What you should do:
Read through the entries below and return each line with the word "buttons".

Data listing:

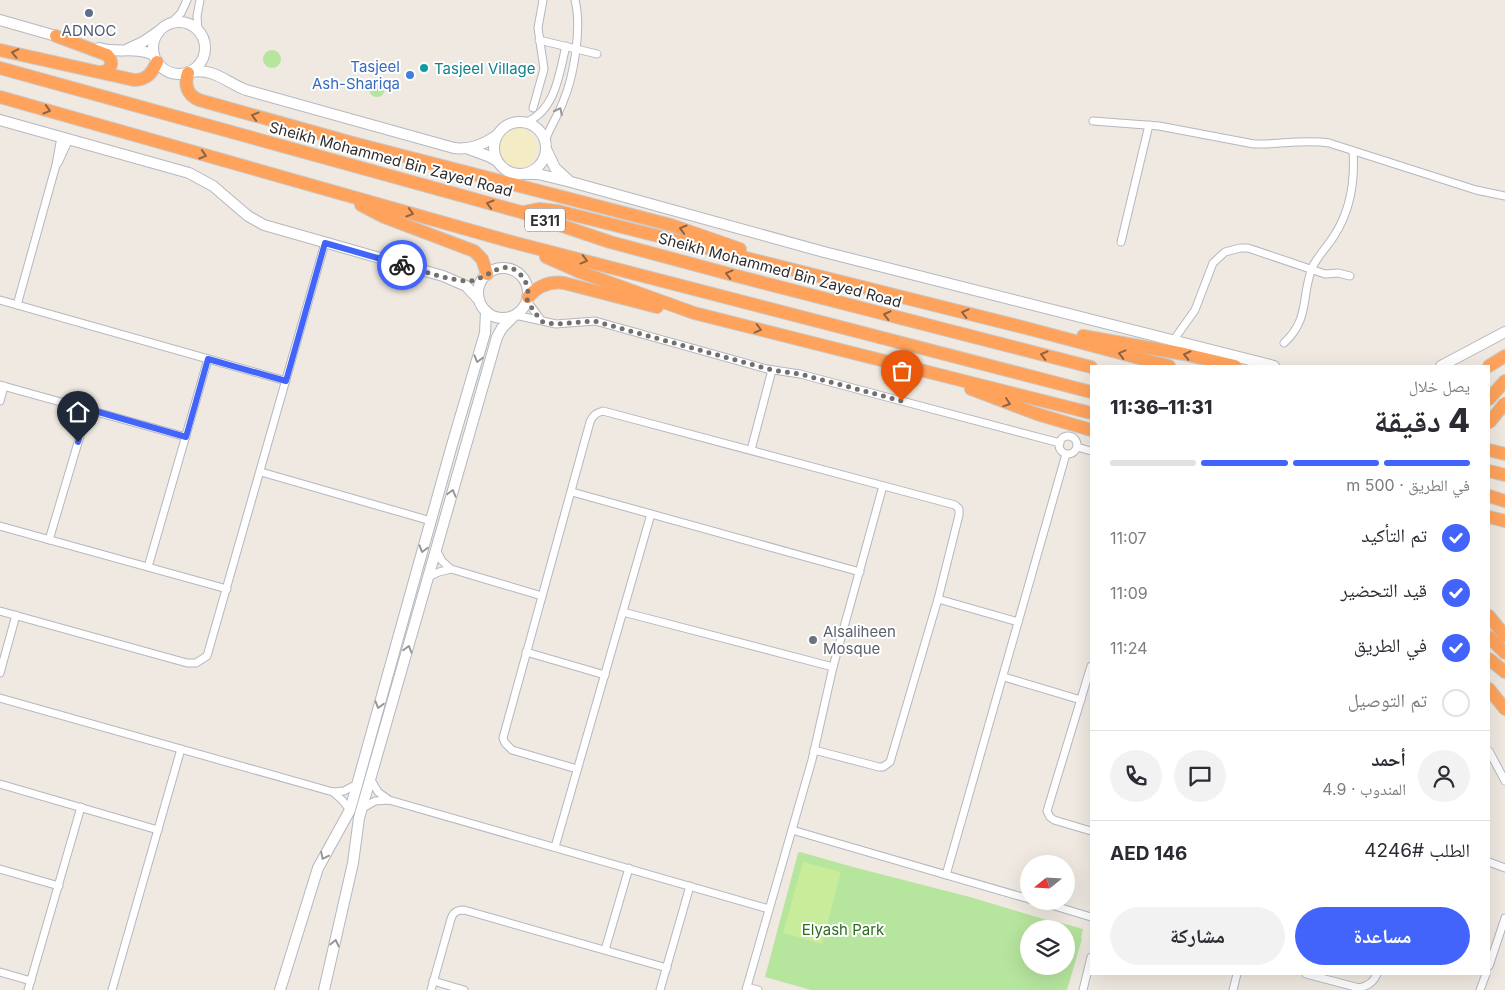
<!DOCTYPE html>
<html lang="ar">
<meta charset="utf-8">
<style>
:root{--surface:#fff;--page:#f2f2f3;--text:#2b2b33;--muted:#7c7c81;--line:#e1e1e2;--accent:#4264fb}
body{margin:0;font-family:Inter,"Noto Naskh Arabic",sans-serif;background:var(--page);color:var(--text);direction:rtl;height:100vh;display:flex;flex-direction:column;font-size:19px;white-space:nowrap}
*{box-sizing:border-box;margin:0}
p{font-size:16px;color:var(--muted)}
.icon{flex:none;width:28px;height:28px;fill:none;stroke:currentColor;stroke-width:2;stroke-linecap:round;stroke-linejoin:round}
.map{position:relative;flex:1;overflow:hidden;direction:ltr}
.drawer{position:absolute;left:1090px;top:365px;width:400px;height:610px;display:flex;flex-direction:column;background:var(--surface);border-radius:0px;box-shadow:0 5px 20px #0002;direction:rtl}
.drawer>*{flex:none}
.needle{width:32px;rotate:252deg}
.buttons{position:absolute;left:1020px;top:855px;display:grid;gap:10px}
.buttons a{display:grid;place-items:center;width:55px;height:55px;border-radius:50%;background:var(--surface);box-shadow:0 5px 20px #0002;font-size:25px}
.pin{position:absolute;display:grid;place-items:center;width:42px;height:42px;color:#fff;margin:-51px -21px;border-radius:50% 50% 50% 0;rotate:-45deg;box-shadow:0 0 5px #0007}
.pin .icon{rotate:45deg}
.courier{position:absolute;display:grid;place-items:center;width:50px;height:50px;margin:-25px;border:4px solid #4264fb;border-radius:50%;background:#fff;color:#222;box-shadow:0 1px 6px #0007}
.overview em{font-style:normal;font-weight:800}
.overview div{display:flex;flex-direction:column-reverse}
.overview{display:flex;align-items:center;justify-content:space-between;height:85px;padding:0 20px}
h1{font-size:32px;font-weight:800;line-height:38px}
.bar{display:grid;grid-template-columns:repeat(4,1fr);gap:8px 5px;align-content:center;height:60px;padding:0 20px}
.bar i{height:6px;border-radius:4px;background:var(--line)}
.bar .selected{background:var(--accent)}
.bar p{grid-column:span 4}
.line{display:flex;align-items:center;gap:12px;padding:0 20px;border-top:1px solid var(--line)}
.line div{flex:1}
.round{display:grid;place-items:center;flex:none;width:52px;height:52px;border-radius:26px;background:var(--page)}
ol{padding:0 20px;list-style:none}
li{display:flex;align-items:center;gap:15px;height:55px}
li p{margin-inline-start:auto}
li .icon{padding:5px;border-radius:50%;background:var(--accent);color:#fff;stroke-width:4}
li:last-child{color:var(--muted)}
li i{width:28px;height:28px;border:2px solid var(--line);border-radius:50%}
.cta{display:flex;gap:10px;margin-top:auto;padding:10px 20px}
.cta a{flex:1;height:58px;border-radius:30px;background:var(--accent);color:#fff;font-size:20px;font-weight:800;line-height:58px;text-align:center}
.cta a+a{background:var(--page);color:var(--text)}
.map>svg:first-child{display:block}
.green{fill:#b6e59e;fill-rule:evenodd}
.sand{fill:#f3ecc5}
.pitch{fill:#c9ec9a}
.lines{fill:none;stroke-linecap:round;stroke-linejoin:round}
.street-casing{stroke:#b4b7c1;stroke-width:9}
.secondary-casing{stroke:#b4b7c1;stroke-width:12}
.highway-casing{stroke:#c9c9c9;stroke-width:14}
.street{stroke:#fff;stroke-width:7}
.secondary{stroke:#fff;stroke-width:10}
.highway{stroke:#ffa35c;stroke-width:12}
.highway-bridge-casing{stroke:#c9c9c9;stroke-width:14;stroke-linecap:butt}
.highway-bridge{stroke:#ffa35c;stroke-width:12}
.oneway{stroke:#8c6343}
.oneway2{stroke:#969696}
.done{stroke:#726f6d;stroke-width:5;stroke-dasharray:0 9}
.route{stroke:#4264fb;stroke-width:6}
.service-dot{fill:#5c6f8a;stroke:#fff;stroke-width:2}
.culture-dot{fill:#0f9aa8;stroke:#fff;stroke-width:2}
.shop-dot{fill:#3f7fe0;stroke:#fff;stroke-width:2}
.worship-dot{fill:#6b7280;stroke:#fff;stroke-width:2}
.labels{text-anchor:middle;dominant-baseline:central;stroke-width:4;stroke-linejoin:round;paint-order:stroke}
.shield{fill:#fff;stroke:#6d6d6d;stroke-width:1}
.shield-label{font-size:14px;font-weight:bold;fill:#2e2e2e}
.service-label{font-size:15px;fill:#4e5e75;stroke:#fff}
.shop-label{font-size:15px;fill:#366cbe;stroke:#fff;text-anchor:end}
.culture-label{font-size:15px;fill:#0d838f;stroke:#fff;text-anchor:start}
.street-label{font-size:15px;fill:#2e2e2e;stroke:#fff}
.worship-label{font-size:15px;fill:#5b616d;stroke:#fff;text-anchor:start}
.park-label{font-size:15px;fill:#2c6e1b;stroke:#fff}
</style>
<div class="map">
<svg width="1505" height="990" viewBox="0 0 1505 990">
<rect width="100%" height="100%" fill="#efe9e1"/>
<g class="green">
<circle cx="272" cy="59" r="9"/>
<circle cx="377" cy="89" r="8"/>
<path d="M800,852L853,867L970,897L1050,921L1051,920L1083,929L1081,938L1082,939L1067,990H811L765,977L798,853ZM1029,929H1066V966H1029Z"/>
</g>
<circle class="sand" cx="516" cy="148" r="21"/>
<path class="pitch" d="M803,862L841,872L822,944L783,933Z"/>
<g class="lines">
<defs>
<g id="street">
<path d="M171,23L181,13L187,0"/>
<path d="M198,30L197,16L200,0"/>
<path d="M539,40L597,54"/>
<path d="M533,108L544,69L538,28L543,0"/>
<path d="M1093,121L1159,126L1254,144C1279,145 1304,139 1329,143L1476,190L1505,196"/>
<path d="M527,122C556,109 559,74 566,46"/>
<path d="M545,141C550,127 558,115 563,102C574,76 582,28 575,0"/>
<path d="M58,163L69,139"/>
<path d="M1121,242L1149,125"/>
<path d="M0,300L286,381"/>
<path d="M527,301L541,320"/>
<path d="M17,305L56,165L61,137"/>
<path d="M515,315L556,324L595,321L767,369L800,374L1060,443"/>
<path d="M1173,341L1195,310L1213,263L1225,252L1240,248H1248L1325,274L1338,273L1350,276"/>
<path d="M1284,343C1310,319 1301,297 1312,268C1317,257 1327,247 1334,236C1351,210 1355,181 1353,151"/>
<path d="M0,385L186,437"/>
<path d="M0,401L4,386"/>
<circle cx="1068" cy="445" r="9"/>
<path d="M1077,447L1091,451"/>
<path d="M751,450L772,370"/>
<path d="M261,472L431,521"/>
<path d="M572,492L860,572"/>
<path d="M0,526L227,589"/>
<path d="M49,540L88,409"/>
<path d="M436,550L442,561L451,569L542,596"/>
<path d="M148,567L208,359"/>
<path d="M428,577L439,572L451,569"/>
<path d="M938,599L1018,622"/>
<path d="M0,611L187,663H196L207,656L325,243"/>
<path d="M623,612L833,667"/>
<path d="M526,652L605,675"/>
<path d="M1091,666L1047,811L1050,817L1054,820L1091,831"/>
<path d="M0,673L16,615"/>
<path d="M1004,677L1081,700"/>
<path d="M0,698L333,792L344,791L357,784"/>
<path d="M1489,751L1505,781"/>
<path d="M577,769L512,750L505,743L503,738L590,422C593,415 596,413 603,411L955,505L959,509V515L938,599L890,762L883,767H879L814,750"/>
<path d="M371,780L378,792L389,800"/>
<path d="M0,784L158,830"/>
<path d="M333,792L342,800L350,810"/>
<path d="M363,808L375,801L389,800L769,909"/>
<path d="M792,830L1029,899"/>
<path d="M555,847L651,514"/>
<path d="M1489,862L1505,868"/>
<path d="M0,869L59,886"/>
<path d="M946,875L1066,454"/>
<path d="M1038,901L1091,917"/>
<path d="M605,950L629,868"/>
<path d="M1489,966L1505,918"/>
<path d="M0,972L31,981"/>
<path d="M1306,974L1359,988C1368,986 1374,982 1377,974"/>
<path d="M433,981L464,990"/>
<path d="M747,987L758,990"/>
<path d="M28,990L81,807"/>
<path d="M112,990L181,749"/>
<path d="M431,990L451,919C453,912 457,910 464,910L667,968"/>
<path d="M660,990L690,886"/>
<path d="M746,990L812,760L833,667L883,486"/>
<path d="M1083,990L1091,957"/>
<path d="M1233,990L1237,974"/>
<path d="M1480,990L1486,974"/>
</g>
<g id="secondary">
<path d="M0,20L63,38"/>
<circle cx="179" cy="48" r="26"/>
<path d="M99,48C119,54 134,46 154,55"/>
<path d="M128,49L143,42L159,31"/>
<path d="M191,72C214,68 226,82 246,90L454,148C470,150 482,145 496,136"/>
<path d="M0,120L189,173L213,186L248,216L264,225L443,276L466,286L479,300"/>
<circle cx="520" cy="148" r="26"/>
<path d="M469,149L488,156L497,161"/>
<path d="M546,149L555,168L568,180"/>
<path d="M526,174H538L571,182L824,252L1274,366"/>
<circle cx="503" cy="293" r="25"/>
<path d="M1441,366L1505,332"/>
<path d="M280,990L318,868L350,810L452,445L485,333L486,311"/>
<path d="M324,990L353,863L359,818L497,337L502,328L514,316"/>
</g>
<g id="highway">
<path d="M56,36L107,55C114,62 112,70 102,72"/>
<path d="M0,50L134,80C147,80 152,73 157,62"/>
<path d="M0,68L521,212L610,242L733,275L1091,367"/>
<path d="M188,73C184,85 187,95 199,100L353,143L671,225L740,249"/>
<path d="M0,97L512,242L1091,392"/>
<path d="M361,205L384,217L474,251L482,259L487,274"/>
<path d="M524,212L539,209L558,211L1026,328L1169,366"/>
<path d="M546,257L580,272L694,313L1091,413"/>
<path d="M528,297C538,286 549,281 564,283L657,307"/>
<path d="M1083,336L1184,354L1235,366"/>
<path d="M1489,366L1505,356"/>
<path d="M971,389L1037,414L1091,430"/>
<path d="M1489,399L1505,381"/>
<path d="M1489,450L1505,454"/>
<path d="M1489,471L1505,475"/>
<path d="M1489,496L1505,501"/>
<path d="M1489,517L1505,521"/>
<path d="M1489,616L1505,636"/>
<path d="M1489,637L1505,653"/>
<path d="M1489,659L1505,672"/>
<path d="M1489,689L1505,709"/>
</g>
</defs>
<use href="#street" class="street-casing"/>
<use href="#secondary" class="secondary-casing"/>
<use href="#highway" class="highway-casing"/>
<use href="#street" class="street"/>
<use href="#secondary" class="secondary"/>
<use href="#highway" class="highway"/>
<defs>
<path id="highway-bridge" d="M1489,423L1505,403"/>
</defs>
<use href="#highway-bridge" class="highway-bridge-casing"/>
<use href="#highway-bridge" class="highway-bridge"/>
</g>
<defs><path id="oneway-chevron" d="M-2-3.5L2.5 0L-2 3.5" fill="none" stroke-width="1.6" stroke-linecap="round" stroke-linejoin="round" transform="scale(1.25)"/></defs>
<g class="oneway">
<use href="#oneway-chevron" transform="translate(15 53) rotate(-168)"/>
<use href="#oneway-chevron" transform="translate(47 110) rotate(16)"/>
<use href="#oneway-chevron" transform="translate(255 116) rotate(-164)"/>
<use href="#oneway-chevron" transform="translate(203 155) rotate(16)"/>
<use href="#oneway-chevron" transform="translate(490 204) rotate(-164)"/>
<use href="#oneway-chevron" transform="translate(410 213) rotate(16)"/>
<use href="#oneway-chevron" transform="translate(683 229) rotate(-163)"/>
<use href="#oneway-chevron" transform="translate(584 260) rotate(15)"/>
<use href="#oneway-chevron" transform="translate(729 274) rotate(-165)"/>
<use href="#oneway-chevron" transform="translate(965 313) rotate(-166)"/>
<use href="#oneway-chevron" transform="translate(887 315) rotate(-166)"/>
<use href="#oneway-chevron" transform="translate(758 329) rotate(14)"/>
<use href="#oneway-chevron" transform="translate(1122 354) rotate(-165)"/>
<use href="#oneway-chevron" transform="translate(1044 355) rotate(-166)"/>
<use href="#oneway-chevron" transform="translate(1187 355) rotate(-167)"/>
<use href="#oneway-chevron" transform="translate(1007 403) rotate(19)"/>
</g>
<g class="oneway2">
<use href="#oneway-chevron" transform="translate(559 111) rotate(-63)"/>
<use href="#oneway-chevron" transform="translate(478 359) rotate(106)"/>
<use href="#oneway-chevron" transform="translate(452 493) rotate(-74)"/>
<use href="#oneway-chevron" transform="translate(423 549) rotate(106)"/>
<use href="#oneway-chevron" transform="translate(408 649) rotate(-74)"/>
<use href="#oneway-chevron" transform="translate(379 705) rotate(106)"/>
<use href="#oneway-chevron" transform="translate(324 856) rotate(116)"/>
<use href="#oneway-chevron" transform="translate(335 943) rotate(-77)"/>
</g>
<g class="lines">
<path class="done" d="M402,265C423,271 444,279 466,281C486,283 505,251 524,279C528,286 529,293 527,301L541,321L546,323L556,324L594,321L772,370L800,374L902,401"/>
<path class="route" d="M78,442L88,409L186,437L208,359L286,381L325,243L402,265"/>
</g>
<circle class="service-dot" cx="89" cy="13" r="5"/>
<circle class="culture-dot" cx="424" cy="68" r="5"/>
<circle class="shop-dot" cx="410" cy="75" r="5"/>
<circle class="worship-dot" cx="813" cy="640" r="5"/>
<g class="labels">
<rect class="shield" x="525" y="208.5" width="40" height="23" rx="4"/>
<g class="shield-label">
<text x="545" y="220">E311</text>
</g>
<g class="service-label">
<text x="89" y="30">ADNOC</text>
</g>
<g class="shop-label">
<text x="400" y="66">Tasjeel<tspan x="400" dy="17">Ash-Shariqa</tspan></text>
</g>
<g class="culture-label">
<text x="434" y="68">Tasjeel Village</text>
</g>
<g class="street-label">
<text transform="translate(391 159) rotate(15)">Sheikh Mohammed Bin Zayed Road</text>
<text transform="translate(780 270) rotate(15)">Sheikh Mohammed Bin Zayed Road</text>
</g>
<g class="worship-label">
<text x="823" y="631">Alsaliheen<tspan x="823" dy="17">Mosque</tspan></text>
</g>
<g class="park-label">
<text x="843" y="929">Elyash Park</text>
</g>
</g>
</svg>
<div class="buttons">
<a><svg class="needle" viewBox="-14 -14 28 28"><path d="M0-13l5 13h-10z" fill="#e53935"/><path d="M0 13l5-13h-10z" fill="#7c7c81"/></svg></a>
<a><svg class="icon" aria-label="layers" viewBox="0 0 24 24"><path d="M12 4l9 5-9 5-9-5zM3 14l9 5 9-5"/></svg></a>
</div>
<div class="pin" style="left:902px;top:401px;background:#ea580c"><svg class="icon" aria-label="bag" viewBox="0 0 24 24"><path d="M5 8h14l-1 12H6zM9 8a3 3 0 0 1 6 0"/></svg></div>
<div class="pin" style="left:78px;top:442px;background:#1f2937"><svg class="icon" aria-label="home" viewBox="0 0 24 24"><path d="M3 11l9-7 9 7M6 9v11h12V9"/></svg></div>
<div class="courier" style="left:402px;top:265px"><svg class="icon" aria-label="bike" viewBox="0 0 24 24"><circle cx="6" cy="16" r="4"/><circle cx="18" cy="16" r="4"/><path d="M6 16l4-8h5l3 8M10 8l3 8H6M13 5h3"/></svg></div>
<section class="drawer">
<div class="overview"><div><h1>4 دقيقة</h1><p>يصل خلال</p></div><em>11:31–11:36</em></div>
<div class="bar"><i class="selected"></i><i class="selected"></i><i class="selected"></i><i></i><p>في الطريق · 500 m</p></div>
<ol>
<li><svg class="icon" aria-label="check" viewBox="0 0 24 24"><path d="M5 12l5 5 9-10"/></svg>تم التأكيد<p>11:07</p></li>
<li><svg class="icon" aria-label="check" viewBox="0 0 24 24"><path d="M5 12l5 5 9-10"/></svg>قيد التحضير<p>11:09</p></li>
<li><svg class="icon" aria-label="check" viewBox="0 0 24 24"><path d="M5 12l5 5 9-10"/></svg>في الطريق<p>11:24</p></li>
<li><i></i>تم التوصيل</li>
</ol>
<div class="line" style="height:90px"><a class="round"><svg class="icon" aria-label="person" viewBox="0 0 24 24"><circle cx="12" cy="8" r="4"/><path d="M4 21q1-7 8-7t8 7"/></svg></a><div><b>أحمد</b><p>المندوب · 4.9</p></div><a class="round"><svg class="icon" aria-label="chat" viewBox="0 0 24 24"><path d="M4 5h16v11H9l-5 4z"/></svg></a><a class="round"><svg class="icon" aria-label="phone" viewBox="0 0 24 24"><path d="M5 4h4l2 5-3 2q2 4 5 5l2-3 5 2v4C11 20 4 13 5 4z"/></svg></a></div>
<div class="line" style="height:65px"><div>الطلب #4246</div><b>AED 146</b></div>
<div class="cta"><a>مساعدة</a><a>مشاركة</a></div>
</section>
</div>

Solution to this task:
.buttons{position:absolute;left:1020px;top:855px;display:grid;gap:10px}
.buttons a{display:grid;place-items:center;width:55px;height:55px;border-radius:50%;background:var(--surface);box-shadow:0 5px 20px #0002;font-size:25px}
<div class="buttons">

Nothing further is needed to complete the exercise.